[[ Material supplied, beginning ]]
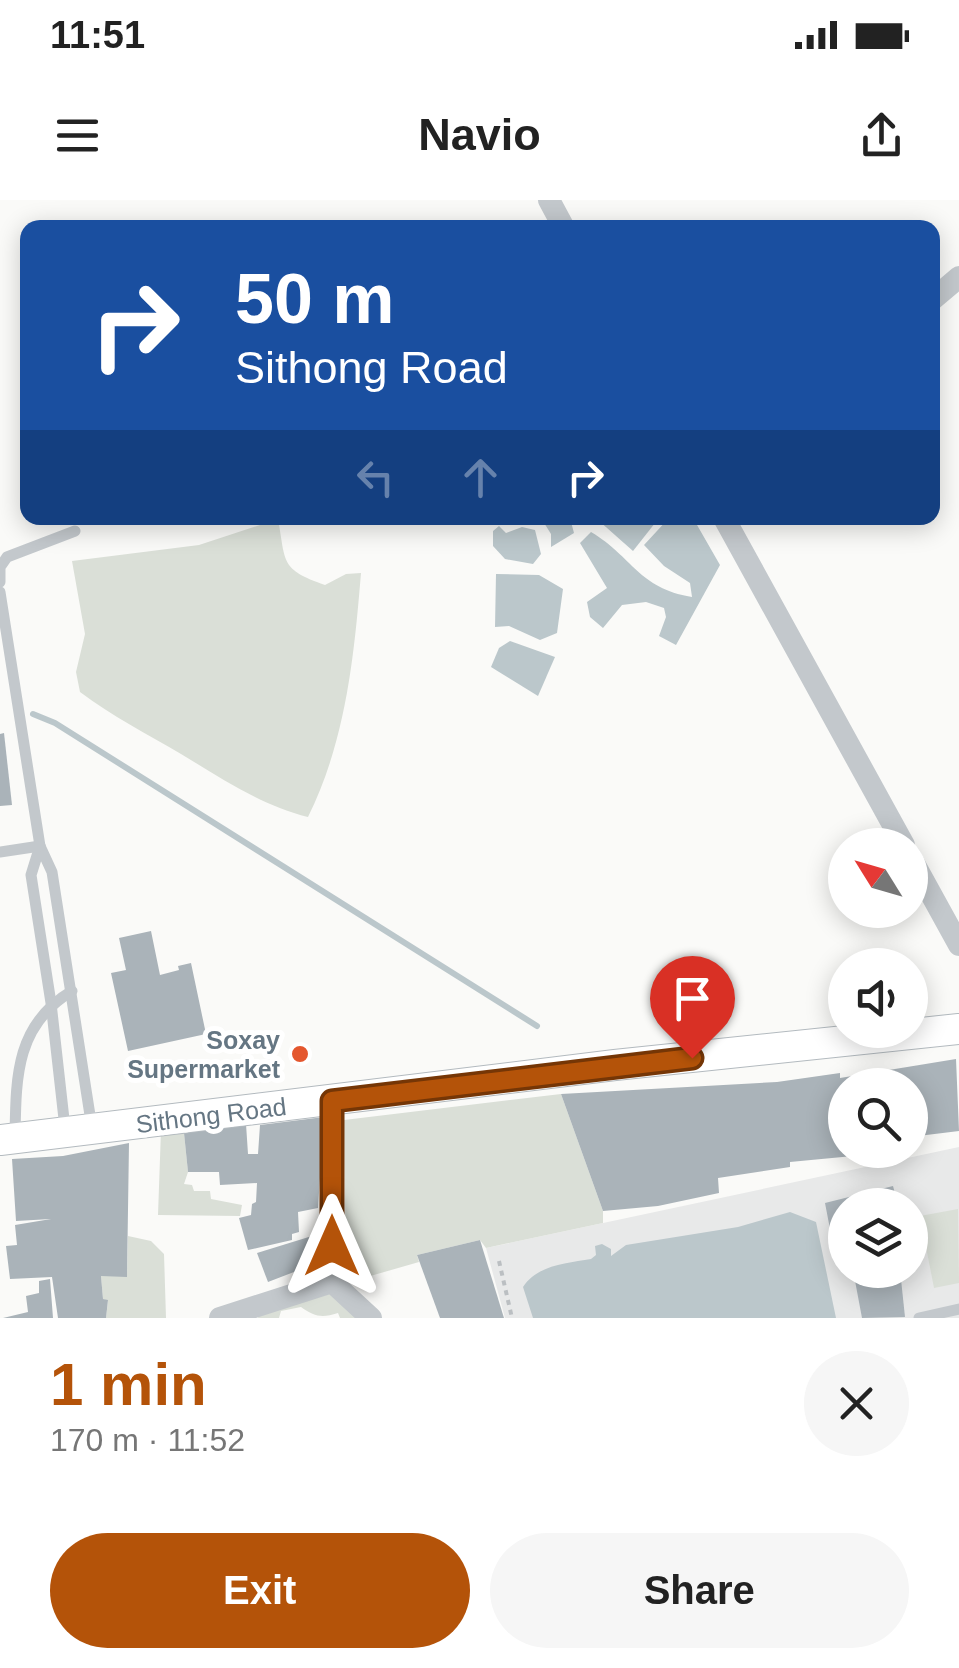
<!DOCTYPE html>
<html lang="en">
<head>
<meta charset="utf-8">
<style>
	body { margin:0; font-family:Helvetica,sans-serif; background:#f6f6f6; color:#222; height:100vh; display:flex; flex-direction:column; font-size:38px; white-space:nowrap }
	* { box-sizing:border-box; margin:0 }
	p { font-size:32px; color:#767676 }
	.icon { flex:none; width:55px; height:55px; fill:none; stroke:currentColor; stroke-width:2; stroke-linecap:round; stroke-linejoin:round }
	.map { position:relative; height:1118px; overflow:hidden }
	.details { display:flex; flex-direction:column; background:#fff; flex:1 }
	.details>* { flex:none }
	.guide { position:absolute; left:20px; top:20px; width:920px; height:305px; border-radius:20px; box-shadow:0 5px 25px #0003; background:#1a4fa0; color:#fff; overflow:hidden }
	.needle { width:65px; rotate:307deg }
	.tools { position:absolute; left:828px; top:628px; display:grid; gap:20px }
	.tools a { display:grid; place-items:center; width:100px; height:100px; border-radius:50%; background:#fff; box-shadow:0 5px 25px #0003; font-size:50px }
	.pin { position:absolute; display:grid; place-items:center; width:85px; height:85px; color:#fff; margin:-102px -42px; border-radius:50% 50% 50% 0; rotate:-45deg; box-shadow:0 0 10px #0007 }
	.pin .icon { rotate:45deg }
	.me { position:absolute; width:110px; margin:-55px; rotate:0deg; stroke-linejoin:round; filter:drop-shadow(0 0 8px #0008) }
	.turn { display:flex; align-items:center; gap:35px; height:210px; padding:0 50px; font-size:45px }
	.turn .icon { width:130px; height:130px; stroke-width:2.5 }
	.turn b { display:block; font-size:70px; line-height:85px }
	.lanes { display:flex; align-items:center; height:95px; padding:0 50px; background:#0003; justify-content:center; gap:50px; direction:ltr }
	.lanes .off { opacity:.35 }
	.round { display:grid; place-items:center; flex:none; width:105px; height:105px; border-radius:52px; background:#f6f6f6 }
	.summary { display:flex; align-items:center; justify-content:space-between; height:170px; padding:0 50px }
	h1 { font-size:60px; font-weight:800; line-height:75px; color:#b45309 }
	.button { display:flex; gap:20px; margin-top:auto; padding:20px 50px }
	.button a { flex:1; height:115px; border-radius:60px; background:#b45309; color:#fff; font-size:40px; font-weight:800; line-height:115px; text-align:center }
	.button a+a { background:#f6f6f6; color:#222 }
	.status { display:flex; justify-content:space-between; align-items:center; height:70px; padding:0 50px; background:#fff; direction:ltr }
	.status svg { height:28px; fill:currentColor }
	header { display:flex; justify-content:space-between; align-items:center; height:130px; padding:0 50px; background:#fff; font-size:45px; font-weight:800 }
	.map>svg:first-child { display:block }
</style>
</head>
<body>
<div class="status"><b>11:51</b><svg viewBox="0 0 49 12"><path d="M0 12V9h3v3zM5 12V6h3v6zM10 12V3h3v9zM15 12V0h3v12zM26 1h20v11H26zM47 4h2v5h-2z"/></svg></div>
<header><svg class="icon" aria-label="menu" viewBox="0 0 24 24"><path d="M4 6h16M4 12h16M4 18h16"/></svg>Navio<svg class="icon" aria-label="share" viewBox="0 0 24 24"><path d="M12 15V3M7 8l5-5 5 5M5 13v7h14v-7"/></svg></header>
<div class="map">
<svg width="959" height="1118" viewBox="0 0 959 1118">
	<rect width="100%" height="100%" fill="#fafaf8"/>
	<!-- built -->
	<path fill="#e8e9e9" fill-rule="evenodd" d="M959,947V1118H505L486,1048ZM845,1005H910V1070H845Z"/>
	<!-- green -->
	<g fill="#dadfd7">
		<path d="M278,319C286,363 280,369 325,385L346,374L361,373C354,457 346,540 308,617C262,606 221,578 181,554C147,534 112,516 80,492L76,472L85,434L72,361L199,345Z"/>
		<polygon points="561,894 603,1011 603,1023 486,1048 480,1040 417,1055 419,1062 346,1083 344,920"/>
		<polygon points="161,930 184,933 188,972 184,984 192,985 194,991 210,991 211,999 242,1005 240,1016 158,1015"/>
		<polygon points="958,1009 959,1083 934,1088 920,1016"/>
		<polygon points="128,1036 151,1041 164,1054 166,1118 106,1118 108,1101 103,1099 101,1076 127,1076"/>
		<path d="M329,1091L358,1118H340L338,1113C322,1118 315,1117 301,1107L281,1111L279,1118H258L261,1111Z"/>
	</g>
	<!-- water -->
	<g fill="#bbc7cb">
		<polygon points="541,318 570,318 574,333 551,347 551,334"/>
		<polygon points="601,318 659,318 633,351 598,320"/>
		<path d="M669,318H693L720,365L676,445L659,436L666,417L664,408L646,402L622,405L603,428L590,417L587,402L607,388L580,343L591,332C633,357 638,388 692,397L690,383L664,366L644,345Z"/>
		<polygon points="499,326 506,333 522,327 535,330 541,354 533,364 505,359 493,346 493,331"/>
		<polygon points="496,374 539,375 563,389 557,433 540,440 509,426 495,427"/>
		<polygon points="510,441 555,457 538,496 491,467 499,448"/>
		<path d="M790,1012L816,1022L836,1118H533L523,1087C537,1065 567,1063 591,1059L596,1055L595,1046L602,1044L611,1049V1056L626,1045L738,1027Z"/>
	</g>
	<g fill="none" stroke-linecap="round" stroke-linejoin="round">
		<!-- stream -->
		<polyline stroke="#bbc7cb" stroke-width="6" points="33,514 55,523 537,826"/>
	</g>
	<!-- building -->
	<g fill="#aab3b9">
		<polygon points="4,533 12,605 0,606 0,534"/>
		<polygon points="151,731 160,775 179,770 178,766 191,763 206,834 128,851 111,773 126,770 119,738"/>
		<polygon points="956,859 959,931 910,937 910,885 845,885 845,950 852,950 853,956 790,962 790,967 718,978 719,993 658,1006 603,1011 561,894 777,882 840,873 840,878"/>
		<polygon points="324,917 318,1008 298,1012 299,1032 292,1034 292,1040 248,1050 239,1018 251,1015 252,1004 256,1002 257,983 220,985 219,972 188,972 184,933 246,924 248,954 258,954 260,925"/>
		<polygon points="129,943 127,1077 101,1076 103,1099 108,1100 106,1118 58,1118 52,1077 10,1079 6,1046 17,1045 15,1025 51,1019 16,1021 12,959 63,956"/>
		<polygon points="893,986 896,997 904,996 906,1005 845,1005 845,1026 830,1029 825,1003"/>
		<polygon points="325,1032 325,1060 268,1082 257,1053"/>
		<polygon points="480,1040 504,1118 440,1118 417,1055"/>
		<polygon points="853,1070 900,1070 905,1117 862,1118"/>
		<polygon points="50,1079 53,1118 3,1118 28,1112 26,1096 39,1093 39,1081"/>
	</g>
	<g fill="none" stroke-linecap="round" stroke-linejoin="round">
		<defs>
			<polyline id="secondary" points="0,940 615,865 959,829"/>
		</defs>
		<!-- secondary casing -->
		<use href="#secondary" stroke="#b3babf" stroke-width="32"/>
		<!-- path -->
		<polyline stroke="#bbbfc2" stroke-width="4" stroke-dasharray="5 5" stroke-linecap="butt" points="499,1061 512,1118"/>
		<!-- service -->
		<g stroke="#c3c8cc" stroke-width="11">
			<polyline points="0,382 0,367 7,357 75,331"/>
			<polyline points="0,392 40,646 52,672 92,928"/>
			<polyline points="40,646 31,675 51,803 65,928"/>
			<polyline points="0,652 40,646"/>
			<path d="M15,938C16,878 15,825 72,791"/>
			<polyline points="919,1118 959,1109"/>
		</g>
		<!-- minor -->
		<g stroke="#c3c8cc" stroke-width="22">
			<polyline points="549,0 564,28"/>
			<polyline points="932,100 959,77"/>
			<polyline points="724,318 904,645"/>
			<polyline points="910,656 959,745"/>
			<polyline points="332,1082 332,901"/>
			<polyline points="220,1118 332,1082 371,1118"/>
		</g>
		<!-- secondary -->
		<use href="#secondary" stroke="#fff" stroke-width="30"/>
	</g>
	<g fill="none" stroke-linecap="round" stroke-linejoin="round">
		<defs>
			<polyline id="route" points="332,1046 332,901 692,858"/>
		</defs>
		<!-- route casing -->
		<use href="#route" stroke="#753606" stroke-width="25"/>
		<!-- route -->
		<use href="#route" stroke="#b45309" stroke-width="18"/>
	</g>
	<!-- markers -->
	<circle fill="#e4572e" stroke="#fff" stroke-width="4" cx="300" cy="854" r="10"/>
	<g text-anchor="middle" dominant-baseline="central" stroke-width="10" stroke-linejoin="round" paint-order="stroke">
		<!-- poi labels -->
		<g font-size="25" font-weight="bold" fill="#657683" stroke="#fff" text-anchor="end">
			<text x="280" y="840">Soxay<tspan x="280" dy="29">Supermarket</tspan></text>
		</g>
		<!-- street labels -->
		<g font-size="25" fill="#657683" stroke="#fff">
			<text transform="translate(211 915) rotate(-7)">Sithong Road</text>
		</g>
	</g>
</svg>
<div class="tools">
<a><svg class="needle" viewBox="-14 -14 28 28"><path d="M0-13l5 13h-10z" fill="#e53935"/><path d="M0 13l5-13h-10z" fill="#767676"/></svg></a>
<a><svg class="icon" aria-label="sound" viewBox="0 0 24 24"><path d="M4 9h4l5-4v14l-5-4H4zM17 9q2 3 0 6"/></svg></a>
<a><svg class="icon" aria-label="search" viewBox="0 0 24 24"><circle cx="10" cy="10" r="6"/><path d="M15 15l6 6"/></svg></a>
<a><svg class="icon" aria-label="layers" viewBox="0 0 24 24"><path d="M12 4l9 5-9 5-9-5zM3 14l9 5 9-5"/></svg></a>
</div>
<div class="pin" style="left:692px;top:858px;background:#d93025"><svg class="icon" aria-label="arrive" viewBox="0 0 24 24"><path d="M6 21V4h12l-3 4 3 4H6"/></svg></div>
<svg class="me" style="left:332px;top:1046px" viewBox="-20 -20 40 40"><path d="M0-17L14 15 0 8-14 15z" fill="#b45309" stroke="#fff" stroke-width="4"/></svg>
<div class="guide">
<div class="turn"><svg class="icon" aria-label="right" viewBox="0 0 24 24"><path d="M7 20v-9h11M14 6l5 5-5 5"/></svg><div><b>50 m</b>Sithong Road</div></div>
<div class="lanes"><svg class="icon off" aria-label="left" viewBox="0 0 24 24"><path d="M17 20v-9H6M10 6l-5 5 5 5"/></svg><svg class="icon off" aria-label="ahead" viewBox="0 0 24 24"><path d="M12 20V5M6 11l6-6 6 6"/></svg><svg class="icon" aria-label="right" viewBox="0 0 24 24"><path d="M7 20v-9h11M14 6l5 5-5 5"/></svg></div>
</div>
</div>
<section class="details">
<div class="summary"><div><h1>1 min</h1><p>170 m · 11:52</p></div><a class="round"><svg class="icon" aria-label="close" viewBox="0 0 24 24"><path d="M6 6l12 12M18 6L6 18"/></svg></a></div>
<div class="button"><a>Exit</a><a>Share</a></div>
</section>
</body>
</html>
[[ Material supplied, end ]]
#### [Description of the task]
Your task is to reproduce exactly the lines that begin at the line containing "min</h1><p>170 m ·" and end at the final line of the data above.

#### [Answer below]
<div class="summary"><div><h1>1 min</h1><p>170 m · 11:52</p></div><a class="round"><svg class="icon" aria-label="close" viewBox="0 0 24 24"><path d="M6 6l12 12M18 6L6 18"/></svg></a></div>
<div class="button"><a>Exit</a><a>Share</a></div>
</section>
</body>
</html>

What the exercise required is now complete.